BEGIN EXERCISE INPUT

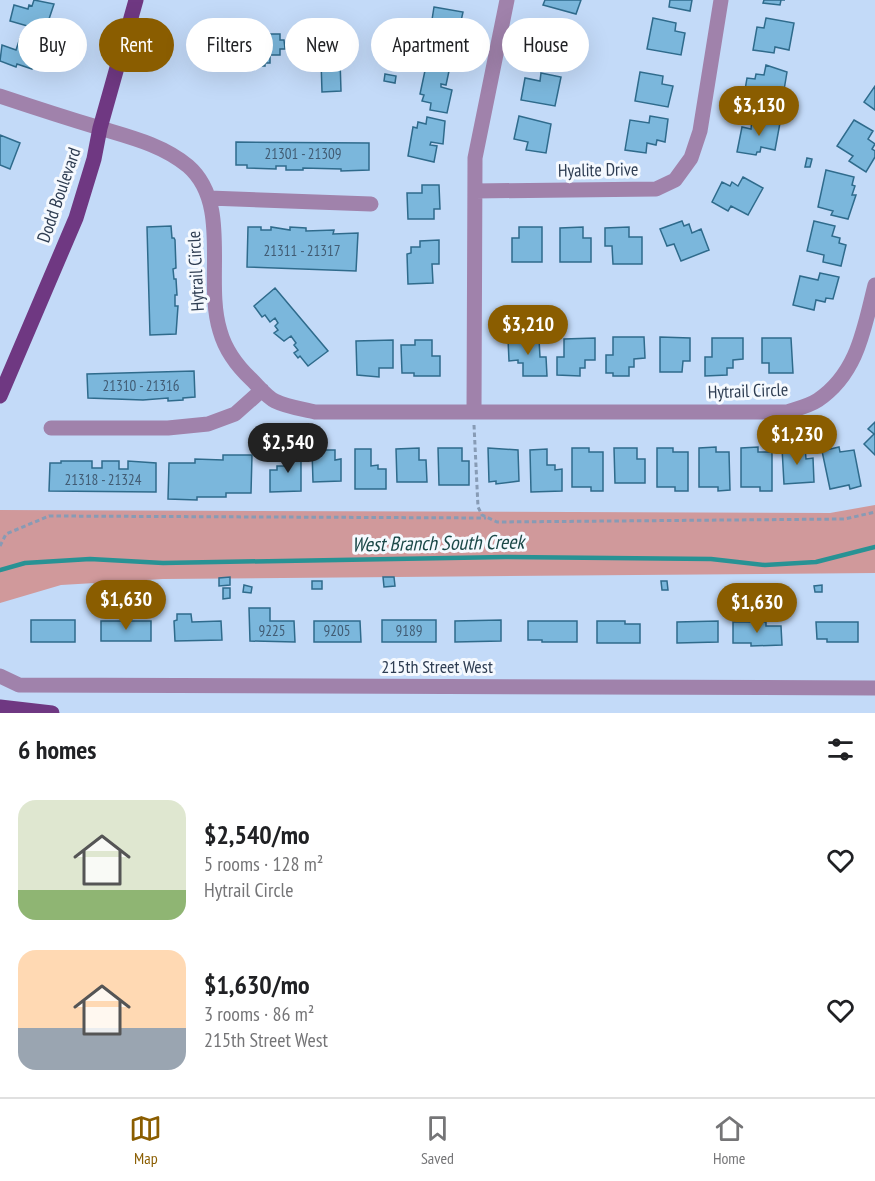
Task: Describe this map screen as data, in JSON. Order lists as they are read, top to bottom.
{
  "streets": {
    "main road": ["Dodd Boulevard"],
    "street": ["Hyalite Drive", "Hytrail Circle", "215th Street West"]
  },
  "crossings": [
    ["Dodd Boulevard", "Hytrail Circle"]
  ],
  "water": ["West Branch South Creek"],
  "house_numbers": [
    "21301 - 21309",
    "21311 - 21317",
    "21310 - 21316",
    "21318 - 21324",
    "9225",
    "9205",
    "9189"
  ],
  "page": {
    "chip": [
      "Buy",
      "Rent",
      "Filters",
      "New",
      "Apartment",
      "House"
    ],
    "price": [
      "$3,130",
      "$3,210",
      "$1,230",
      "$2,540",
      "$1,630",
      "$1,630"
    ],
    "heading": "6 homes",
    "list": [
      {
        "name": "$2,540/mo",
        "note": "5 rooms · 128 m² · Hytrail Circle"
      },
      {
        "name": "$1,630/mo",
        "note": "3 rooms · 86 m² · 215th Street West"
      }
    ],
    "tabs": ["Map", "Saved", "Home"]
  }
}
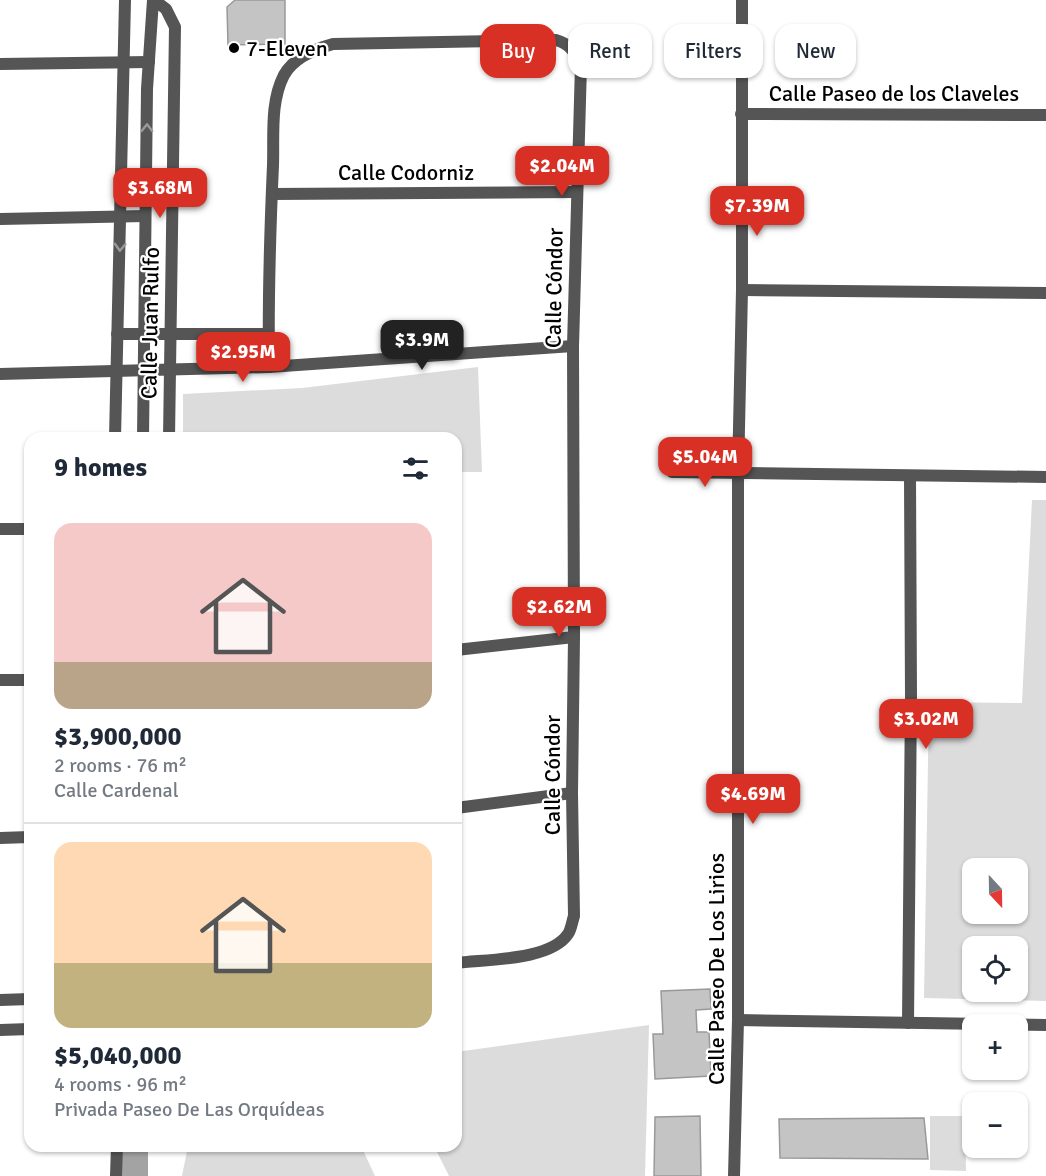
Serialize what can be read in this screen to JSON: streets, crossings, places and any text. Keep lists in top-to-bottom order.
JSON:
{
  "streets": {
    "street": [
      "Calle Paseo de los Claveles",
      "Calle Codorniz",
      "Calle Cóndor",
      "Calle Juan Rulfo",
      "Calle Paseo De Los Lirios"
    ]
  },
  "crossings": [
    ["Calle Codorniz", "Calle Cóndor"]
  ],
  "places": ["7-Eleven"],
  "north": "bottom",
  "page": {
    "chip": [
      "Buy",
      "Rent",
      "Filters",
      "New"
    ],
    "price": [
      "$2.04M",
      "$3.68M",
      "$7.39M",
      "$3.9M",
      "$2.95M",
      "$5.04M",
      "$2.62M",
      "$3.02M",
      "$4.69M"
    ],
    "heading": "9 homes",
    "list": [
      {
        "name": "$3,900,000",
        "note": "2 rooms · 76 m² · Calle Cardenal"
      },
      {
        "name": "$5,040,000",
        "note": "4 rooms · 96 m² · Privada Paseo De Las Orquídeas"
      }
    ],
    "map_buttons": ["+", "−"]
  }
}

END EXERCISE INPUT
BEGIN EXERCISE INPUT

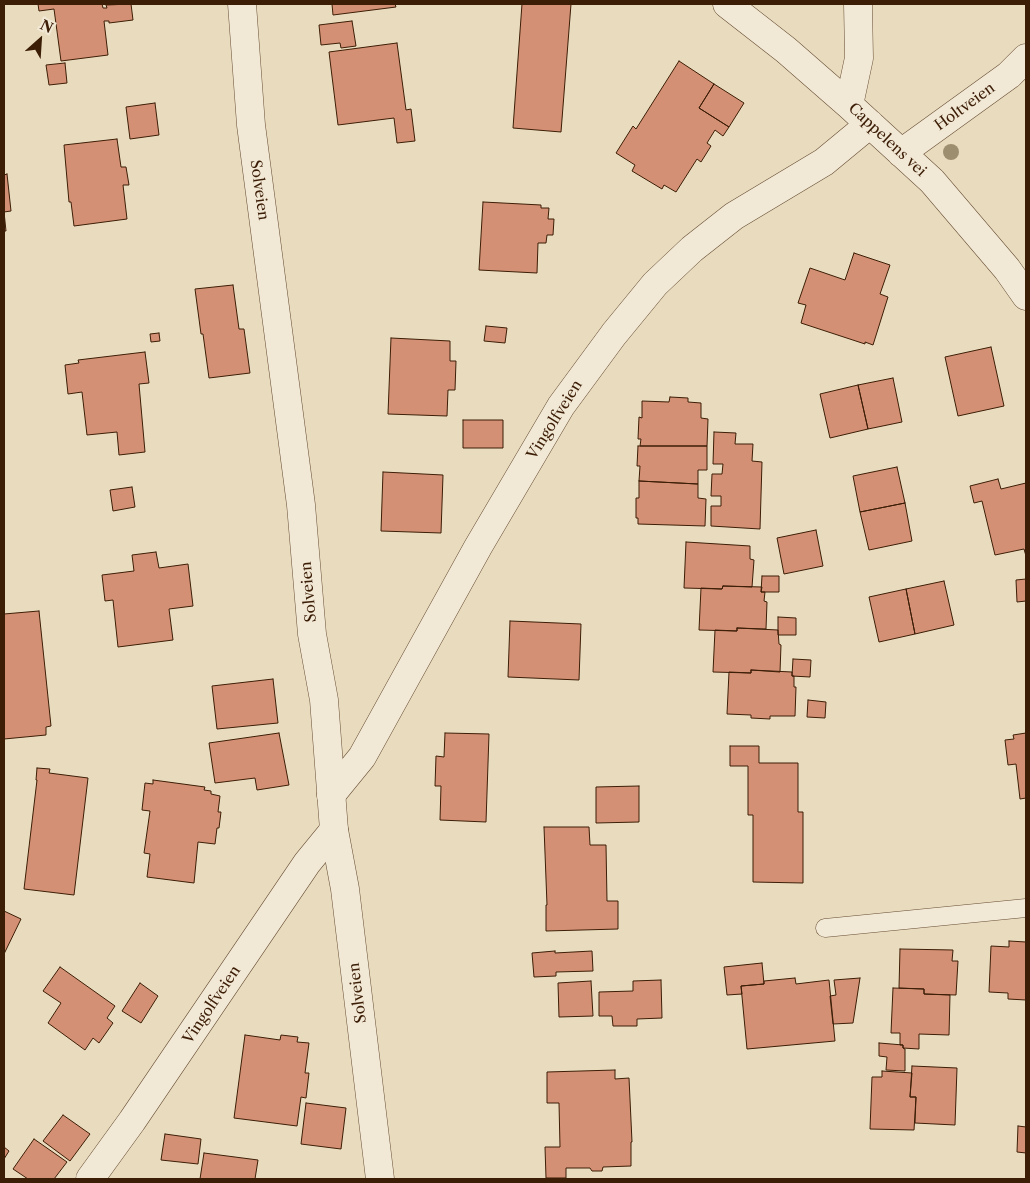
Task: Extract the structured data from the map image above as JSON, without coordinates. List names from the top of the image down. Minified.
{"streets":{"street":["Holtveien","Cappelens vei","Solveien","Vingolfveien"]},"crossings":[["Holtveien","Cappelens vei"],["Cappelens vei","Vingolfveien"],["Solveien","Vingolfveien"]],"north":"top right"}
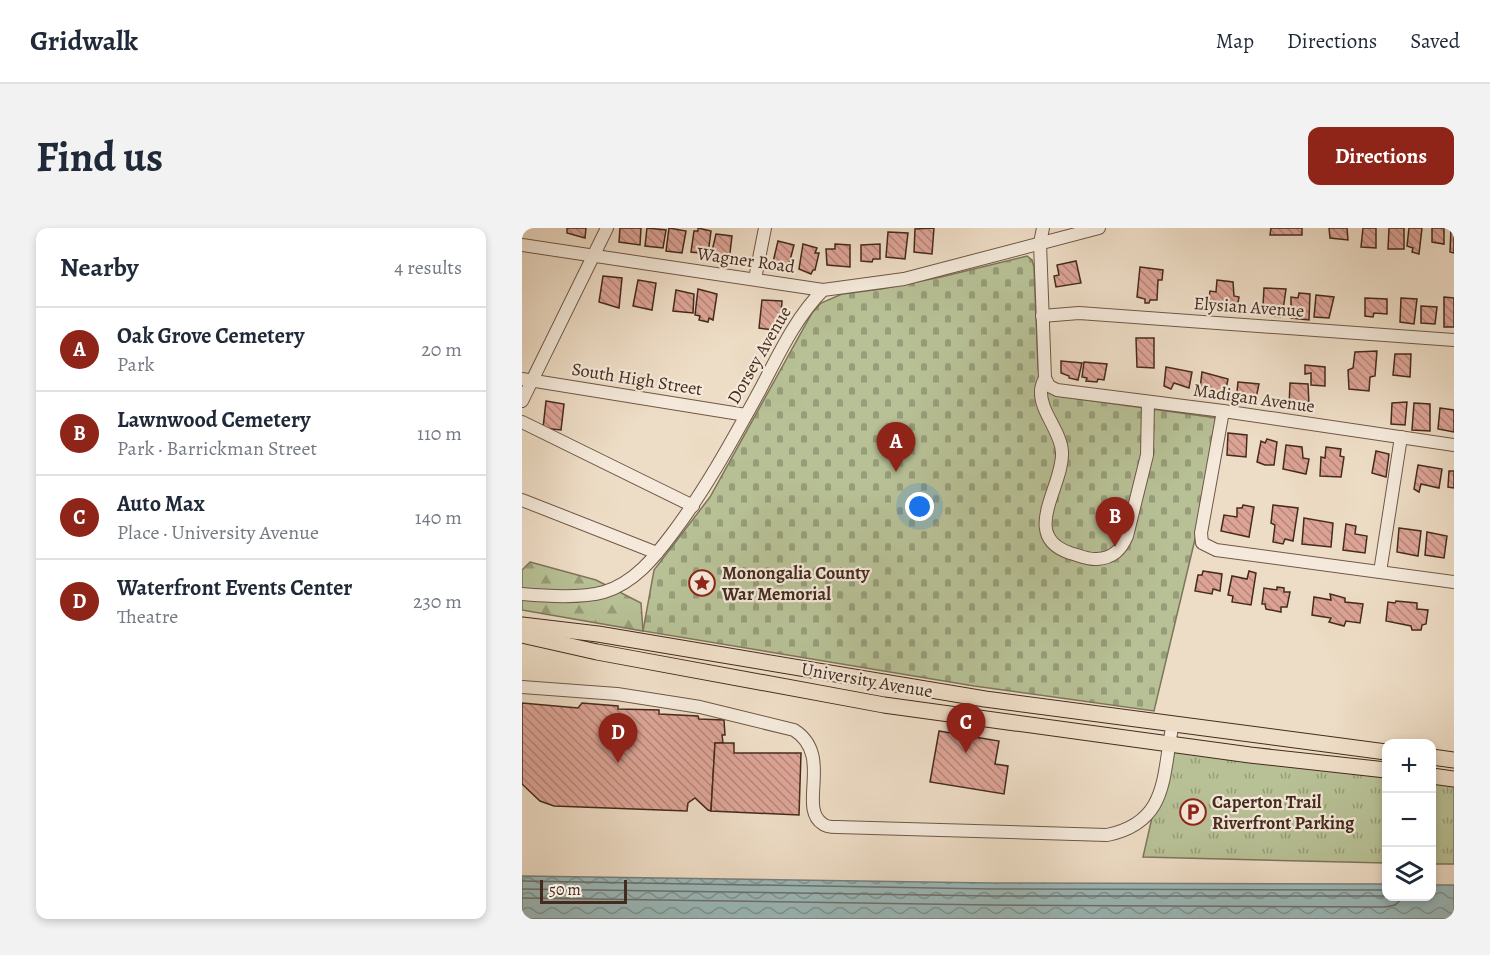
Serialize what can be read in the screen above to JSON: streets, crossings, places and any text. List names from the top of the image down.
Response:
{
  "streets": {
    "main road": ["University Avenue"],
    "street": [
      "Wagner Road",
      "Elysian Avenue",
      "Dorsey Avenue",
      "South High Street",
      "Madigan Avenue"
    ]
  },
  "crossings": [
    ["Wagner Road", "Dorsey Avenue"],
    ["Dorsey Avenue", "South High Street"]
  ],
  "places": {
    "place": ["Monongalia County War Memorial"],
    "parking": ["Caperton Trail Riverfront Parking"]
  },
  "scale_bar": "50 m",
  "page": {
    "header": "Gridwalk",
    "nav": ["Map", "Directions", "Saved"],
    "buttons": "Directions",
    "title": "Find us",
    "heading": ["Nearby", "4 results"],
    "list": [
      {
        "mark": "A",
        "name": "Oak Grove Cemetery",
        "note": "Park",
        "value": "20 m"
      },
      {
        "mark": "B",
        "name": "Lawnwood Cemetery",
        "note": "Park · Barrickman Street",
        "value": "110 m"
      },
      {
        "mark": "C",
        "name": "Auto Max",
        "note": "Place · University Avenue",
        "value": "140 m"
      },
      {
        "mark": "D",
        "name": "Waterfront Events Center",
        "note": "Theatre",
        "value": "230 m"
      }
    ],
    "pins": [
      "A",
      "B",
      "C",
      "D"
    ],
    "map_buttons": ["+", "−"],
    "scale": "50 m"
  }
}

END EXERCISE INPUT

▶ _PROMPT_: A single number is the whole answer: how many lines in the listing contain "Serialize"?

▶ _REPLY_: 2